**What is needed**
Using the listing below, count the lines in which "header" appears; give the count alone.

─── Data for the task ───

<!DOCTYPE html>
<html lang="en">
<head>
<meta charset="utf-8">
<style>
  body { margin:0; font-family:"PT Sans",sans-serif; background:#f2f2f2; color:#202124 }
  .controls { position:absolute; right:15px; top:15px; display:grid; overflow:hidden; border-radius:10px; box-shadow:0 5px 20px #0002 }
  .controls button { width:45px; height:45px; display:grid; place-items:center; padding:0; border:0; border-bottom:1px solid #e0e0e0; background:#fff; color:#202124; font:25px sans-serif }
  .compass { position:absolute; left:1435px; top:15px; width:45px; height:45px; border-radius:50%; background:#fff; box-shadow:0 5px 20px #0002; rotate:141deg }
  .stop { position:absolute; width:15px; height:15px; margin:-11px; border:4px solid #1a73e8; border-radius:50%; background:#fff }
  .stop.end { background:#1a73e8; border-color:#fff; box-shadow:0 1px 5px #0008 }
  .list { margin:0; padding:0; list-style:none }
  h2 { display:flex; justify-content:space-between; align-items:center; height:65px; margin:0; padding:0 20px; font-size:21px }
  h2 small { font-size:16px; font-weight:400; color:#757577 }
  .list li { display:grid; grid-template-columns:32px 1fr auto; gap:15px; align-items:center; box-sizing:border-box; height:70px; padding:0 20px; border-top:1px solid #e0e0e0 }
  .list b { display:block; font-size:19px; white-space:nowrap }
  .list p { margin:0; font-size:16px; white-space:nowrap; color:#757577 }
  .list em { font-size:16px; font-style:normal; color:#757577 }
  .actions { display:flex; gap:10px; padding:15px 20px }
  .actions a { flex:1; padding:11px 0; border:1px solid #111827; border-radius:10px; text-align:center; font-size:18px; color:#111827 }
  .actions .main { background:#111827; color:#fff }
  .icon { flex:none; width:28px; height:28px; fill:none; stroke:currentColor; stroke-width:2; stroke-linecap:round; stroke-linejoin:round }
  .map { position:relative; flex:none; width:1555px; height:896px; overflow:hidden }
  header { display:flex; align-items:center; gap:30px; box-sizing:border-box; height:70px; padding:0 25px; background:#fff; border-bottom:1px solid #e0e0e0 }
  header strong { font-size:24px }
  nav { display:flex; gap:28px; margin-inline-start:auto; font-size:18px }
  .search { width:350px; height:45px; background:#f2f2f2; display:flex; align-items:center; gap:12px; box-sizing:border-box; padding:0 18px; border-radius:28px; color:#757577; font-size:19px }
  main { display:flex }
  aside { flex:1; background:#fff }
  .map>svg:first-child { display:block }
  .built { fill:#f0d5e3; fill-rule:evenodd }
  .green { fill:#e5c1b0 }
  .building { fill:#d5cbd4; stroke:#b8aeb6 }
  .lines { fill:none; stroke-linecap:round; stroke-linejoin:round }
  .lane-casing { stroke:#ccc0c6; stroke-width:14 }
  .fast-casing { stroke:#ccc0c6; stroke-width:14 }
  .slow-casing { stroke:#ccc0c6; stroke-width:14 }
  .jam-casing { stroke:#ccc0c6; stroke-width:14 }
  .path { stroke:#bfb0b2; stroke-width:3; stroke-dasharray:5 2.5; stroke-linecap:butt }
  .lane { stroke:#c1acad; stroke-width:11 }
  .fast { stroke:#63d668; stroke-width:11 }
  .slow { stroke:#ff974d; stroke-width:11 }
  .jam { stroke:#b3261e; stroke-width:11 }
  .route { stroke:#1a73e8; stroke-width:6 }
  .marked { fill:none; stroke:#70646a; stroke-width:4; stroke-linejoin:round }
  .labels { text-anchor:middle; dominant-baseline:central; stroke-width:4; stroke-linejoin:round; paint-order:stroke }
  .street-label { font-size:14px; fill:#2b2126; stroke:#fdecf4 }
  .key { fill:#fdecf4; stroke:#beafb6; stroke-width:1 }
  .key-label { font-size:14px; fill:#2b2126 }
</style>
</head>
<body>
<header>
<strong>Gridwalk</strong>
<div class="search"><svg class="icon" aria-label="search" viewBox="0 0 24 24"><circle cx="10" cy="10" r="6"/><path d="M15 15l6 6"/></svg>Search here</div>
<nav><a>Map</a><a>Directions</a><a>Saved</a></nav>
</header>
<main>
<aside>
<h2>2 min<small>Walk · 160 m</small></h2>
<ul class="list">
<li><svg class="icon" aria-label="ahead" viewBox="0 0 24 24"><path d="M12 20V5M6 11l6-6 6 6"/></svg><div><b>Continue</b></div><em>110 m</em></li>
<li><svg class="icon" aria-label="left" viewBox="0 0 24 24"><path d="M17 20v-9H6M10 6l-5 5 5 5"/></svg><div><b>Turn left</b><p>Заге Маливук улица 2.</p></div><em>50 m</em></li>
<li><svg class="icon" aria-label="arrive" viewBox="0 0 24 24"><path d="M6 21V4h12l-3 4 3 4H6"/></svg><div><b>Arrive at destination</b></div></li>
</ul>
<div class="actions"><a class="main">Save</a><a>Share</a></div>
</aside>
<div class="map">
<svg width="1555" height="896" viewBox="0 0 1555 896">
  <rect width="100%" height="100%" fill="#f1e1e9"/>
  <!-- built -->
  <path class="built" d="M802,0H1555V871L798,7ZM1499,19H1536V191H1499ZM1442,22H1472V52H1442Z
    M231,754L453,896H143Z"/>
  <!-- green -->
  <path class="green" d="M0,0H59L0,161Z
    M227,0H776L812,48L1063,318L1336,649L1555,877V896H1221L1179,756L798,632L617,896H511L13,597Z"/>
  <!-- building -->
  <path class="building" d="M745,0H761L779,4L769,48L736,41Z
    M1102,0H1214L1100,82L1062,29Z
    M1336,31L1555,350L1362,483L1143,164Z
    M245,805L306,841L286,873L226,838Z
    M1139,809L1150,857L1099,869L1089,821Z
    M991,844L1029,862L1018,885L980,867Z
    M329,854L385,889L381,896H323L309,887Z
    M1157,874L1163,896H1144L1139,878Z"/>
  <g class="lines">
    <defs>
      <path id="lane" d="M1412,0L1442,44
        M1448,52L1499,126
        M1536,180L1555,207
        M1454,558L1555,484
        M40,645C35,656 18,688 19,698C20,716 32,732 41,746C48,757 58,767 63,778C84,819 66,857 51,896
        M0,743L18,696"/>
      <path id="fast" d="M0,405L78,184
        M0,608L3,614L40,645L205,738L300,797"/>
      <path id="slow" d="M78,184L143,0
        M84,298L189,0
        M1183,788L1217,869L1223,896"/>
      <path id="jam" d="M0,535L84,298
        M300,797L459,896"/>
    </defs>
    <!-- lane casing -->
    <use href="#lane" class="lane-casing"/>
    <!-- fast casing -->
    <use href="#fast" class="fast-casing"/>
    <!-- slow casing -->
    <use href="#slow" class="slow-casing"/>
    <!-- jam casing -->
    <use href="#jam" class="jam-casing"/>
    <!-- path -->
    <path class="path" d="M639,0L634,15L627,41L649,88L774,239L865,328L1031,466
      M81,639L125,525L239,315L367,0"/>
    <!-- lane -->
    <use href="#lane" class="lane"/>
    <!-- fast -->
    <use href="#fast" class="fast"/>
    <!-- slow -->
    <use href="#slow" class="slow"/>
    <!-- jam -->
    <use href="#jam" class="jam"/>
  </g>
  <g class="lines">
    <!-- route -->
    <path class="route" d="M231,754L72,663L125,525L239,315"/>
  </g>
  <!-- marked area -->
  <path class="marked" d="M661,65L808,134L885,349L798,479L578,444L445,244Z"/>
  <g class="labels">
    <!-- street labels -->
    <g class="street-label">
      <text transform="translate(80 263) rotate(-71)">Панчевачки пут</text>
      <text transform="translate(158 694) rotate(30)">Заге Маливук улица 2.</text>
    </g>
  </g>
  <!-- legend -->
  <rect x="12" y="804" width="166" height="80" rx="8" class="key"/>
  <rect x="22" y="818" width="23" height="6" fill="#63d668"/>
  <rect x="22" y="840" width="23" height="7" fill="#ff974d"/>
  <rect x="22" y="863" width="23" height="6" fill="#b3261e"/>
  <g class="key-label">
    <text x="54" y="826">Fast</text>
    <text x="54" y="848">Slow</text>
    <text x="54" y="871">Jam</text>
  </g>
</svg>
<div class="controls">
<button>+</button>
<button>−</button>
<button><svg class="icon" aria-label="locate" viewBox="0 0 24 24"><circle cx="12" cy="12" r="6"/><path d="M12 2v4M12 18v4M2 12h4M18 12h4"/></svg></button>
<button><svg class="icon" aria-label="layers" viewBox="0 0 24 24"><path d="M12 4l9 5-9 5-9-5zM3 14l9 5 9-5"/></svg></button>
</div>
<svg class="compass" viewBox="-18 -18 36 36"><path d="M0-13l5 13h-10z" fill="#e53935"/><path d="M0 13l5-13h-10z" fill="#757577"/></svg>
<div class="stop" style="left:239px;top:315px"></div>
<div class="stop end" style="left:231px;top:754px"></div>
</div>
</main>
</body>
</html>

───

**Written solution**
4